I understand that when you're not in the mood, you're not in the mood. But when it goes on to the point of hurting the one you're suppose to consider the most important, its your fault for not recognizing it and giving it the old college try in an effort to fix it. If they walk because you cannot muster the effort, its your failure, not theirs.


----------



## LuvIsTuff (Feb 20, 2015)

some_help said:


> Not in a sex less marriage but we both masturbate when we are not together (say in different cities due to work). We both know this about other. This is NOT something that we talk about. Probably it's because that she is worried that I may not like her fantasies.


I used to travel in a band for a living. Phone sex was the norm when I was on the road. It's one thing to call a phone sex line(which I've never actually done) that you know is all an act, but it's a whole different level of arousal when you're wife is on the phone, playing with herself, making authentic noises, and talking dirty while she does it. There were times that I'd come so fast listening to her, but I wouldn't tell her because I wanted to listen to her for as long as possible. There were plenty of times I came twice before we got off of the phone. :smthumbup:

I'm assuming you've done this, but since you mentioned being separated because of work, I thought it's worth mentioning.


----------



## 1marriedlady (Mar 27, 2015)

I agree it's discouraging and heart breaking when your dear spouse rejects you. You can only try for so long before you give up. 
I miss the connection, the intimacy of being with him. my fingers do the job but I want my hubby. I want the kissing, licking, nipping and touching. I want to be taken. My fingers can't do that.


----------



## jacko jack (Feb 19, 2015)

Dear 1marriedlady, 

I am sorry for your pain, over the last couple of months, I have realised that I am not alone in the world. I too, miss the touch, hug and little nuances that go with married life, it is not the actual act that I miss it is more the intimacy, my wife seems, cold and aloof. In a way I feel sorry for her, that she is missing that vital ingredient that is married love. She thinks that if I am masturbating, I am committing a crime against humanity. I realise that this is now not a gender issue but one which can effect both genders. She thinks that I should not masturbate, I do not agree with her, I think that the release of sexual tension makes me a better person. She has also financially and physically abused me.


----------



## Holdingontoit (Mar 7, 2012)

We used to have sex rarely. Now basically not at all. She knows I masturbate. I leave the room at night to take care of business, come back to bed, roll over, and go right to sleep. She does not discuss it. Doesn't want to know. One night she turned away from me when I got into bed, and held her hands up as if to ward me off. I said "do you really think after I slink off to another room to masturbate, that what I want when I get back into bed is interact with you?" She said "ouch, that hurt". I said "yes, I am sure it did, but not sure it hurt as much as it hurts me that masturbation is the extent of our sex life".
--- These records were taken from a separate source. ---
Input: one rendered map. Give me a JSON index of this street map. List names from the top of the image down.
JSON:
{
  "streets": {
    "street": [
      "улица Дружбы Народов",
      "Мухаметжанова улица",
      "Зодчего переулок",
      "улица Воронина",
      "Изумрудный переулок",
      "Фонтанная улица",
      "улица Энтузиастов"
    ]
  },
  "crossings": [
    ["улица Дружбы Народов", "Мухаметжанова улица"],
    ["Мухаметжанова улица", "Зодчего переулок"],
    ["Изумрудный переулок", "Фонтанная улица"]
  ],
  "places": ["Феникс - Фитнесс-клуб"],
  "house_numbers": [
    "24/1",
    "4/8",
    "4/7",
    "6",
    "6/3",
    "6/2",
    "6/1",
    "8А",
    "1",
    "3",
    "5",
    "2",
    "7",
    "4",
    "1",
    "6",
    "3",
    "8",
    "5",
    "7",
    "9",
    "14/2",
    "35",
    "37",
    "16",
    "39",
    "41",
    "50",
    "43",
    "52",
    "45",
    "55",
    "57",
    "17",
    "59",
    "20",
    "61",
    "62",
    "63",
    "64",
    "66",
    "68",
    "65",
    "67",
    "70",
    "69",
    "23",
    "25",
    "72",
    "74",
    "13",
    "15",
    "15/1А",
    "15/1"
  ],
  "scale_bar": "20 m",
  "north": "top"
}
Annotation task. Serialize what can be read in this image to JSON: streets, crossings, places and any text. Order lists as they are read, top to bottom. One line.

No, I don't expect that will make the situation better. But I don't think anything would (except leaving, which I won't do). So at least I can be honest with her.


----------



## jorgegene (May 26, 2012)

jacko jack said:


> Dear 1marriedlady,
> 
> I am sorry for your pain, over the last couple of months, I have realised that I am not alone in the world. I too, miss the touch, hug and little nuances that go with married life, it is not the actual act that I miss it is more the intimacy, my wife seems, cold and aloof. In a way I feel sorry for her, that she is missing that vital ingredient that is married love. She thinks that if I am masturbating, I am committing a crime against humanity. I realise that this is now not a gender issue but one which can effect both genders. She thinks that I should not masturbate, I do not agree with her, I think that the release of sexual tension makes me a better person. She has also financially and physically abused me.


I wonder how she rationalizes in her head how you are not suppose to masturbate when she denies you intimacy?
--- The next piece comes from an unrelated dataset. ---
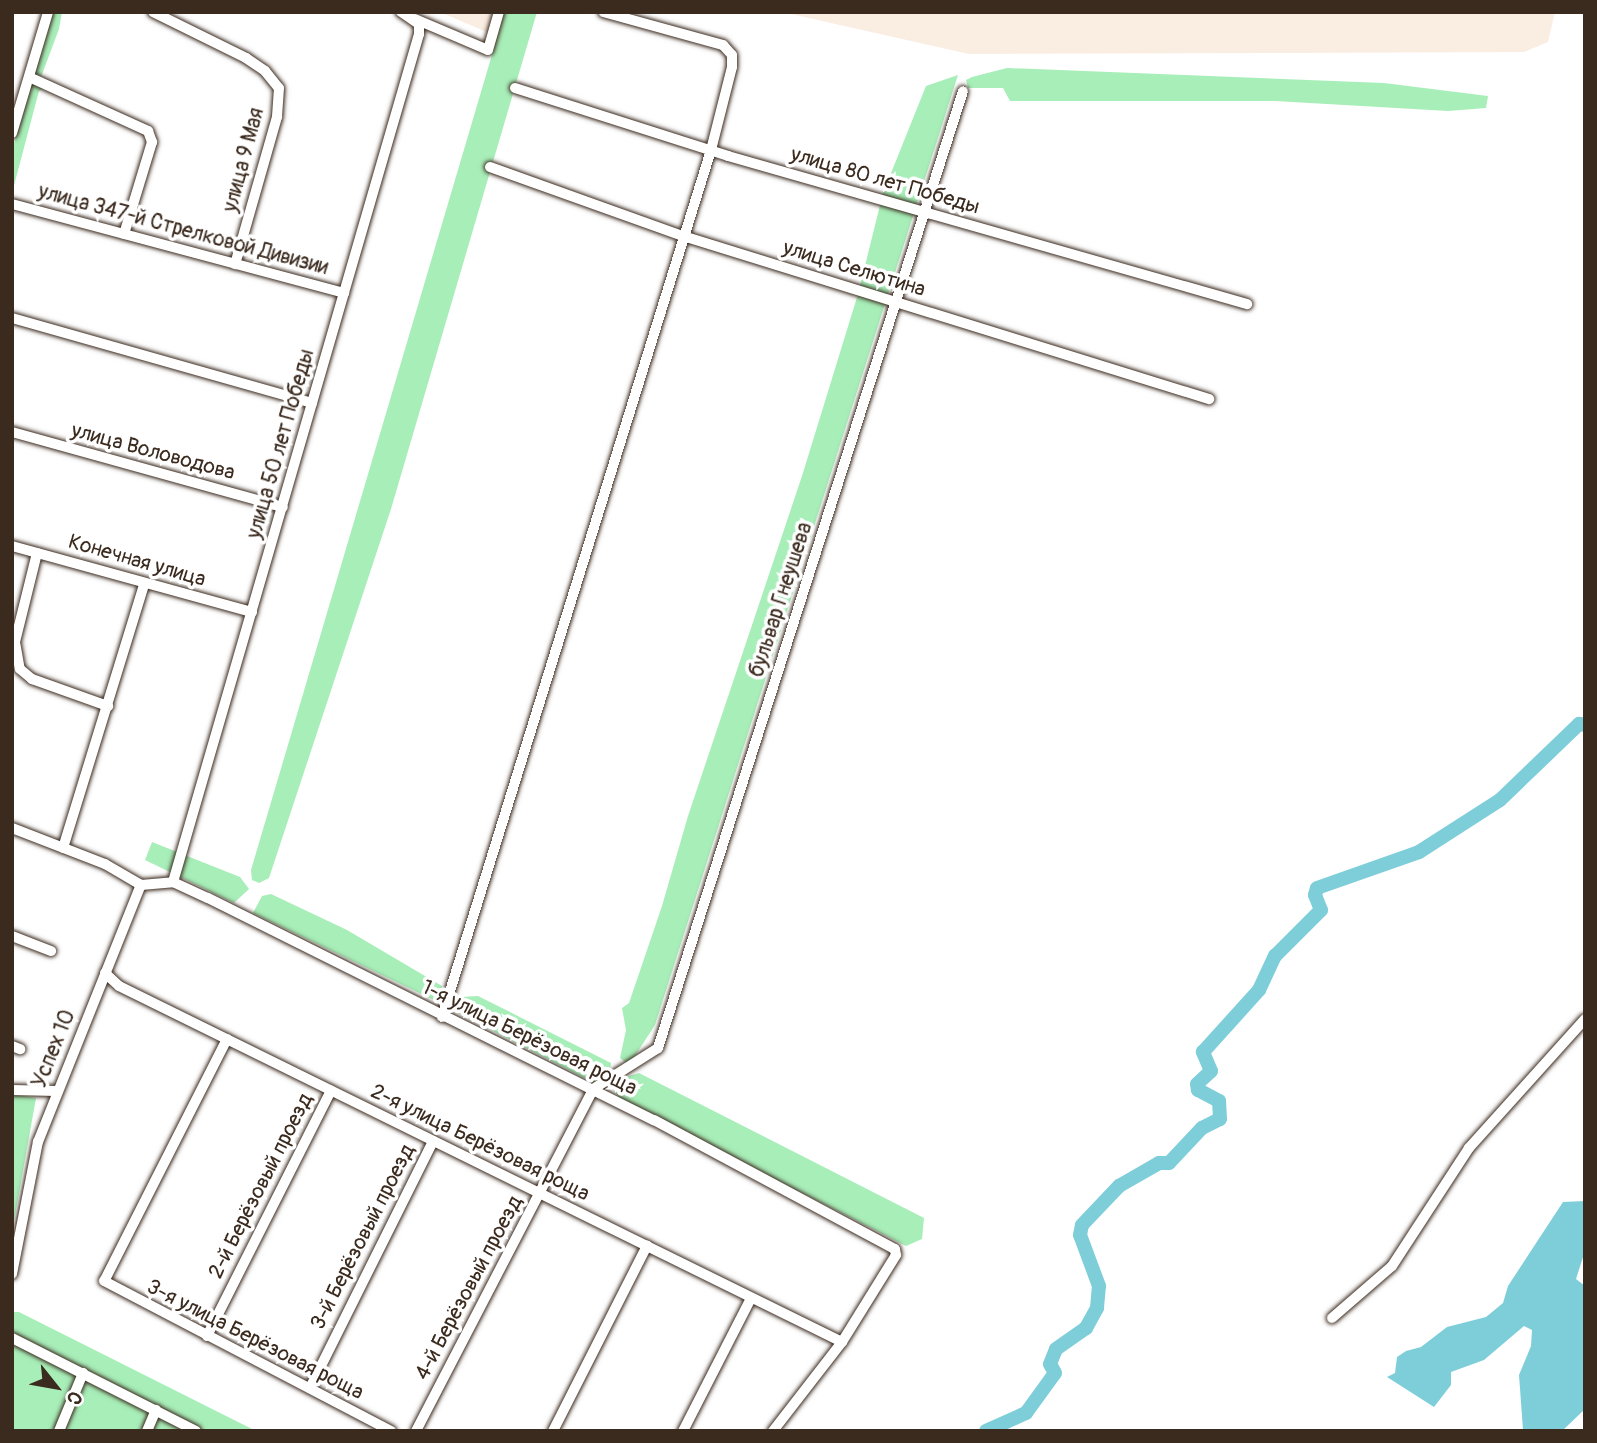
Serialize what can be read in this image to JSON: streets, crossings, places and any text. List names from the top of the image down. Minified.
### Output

Or maybe she's incapable or disinterested in rational thinking in these matters?


----------



## 1marriedlady (Mar 27, 2015)

jacko jack said:


> Dear 1marriedlady,
> 
> I am sorry for your pain, over the last couple of months, I have realised that I am not alone in the world. I too, miss the touch, hug and little nuances that go with married life, it is not the actual act that I miss it is more the intimacy, my wife seems, cold and aloof.
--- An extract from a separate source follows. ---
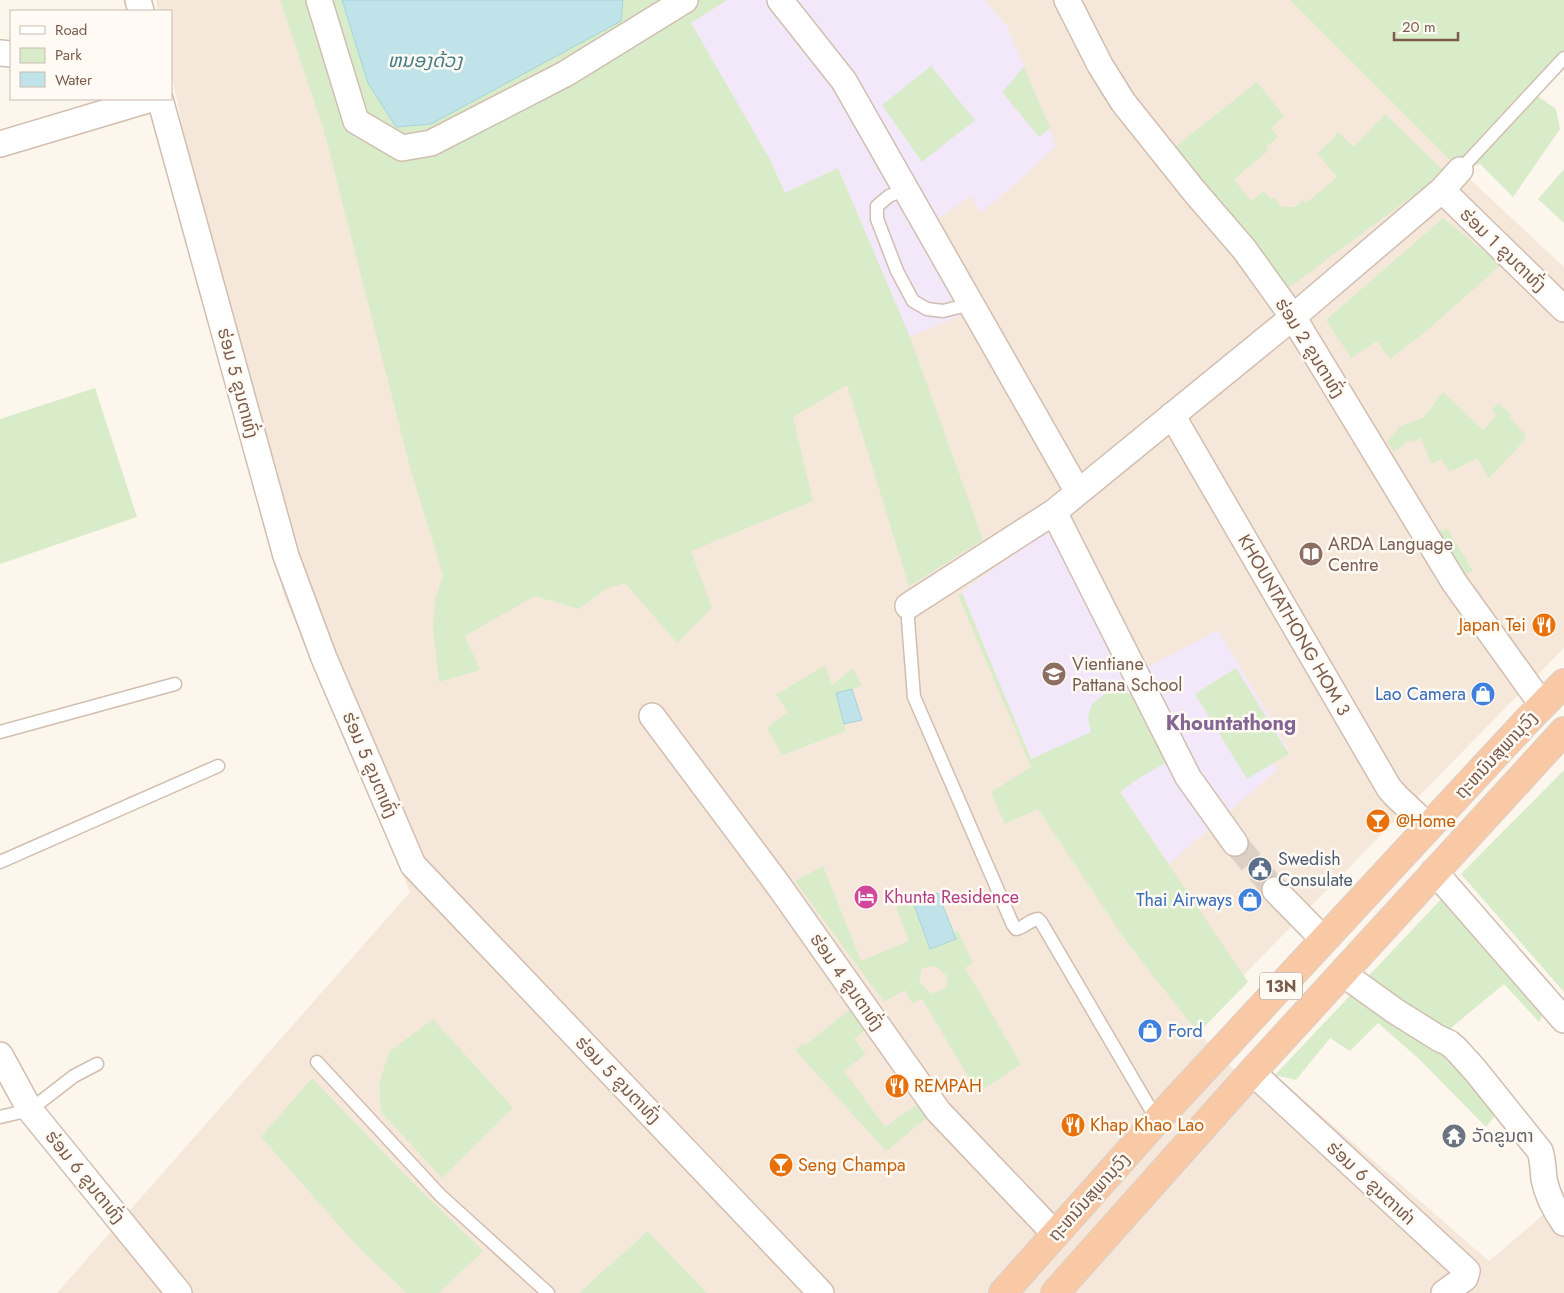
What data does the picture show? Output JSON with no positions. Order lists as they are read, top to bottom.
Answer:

You hit the nail on the head Jacko jack - it's the connecting. I've told my husband it's not the sex I miss it's being with him. Sharing a special moment that only a husband and wife can share. The intimacy is gone - the special bond that makes us connects to each other. I don't think he gets it.


Wait she physically abuses you? Why do you stay? If it was reversed and you physically abused her - people would be encouraging her to leave. You don't have to stay and take any abuse. You deserve better my friend.


----------



## ThePheonix (Jan 3, 2013)

Why are you cats whose spouse willfully cuts you off so ok with spanking your monkey as a substitute, but not wanting to simply have something on the side? You know when your doing the deed you ain't fantasizing about your old lady anyway. Your spouse is the one who wants to stay on Nolay Road and wants to force you to go along for the ride. Its their choice and they are failing to keep their end of the bargain. Why not let them make that trip alone? Ain't like you're giving somebody else what they want.


----------



## QuietSoul (Feb 11, 2012)

I have done it a handfulnl of times in the last year. H doesn't know. I feel shame about it. He's a sex addict in recovery and is very involved in 12 step fellowship. I am LD but he is more LD than me right now. We haven't had sex since December when I conceived. I feel like it's all downhill from here


----------



## PieceOfSky (Apr 7, 2013)

QuietSoul,



I'm really sorry you feel shame about taking care of your needs on your own. I certainly have felt that shame, from the first time through 25 to 30 years later.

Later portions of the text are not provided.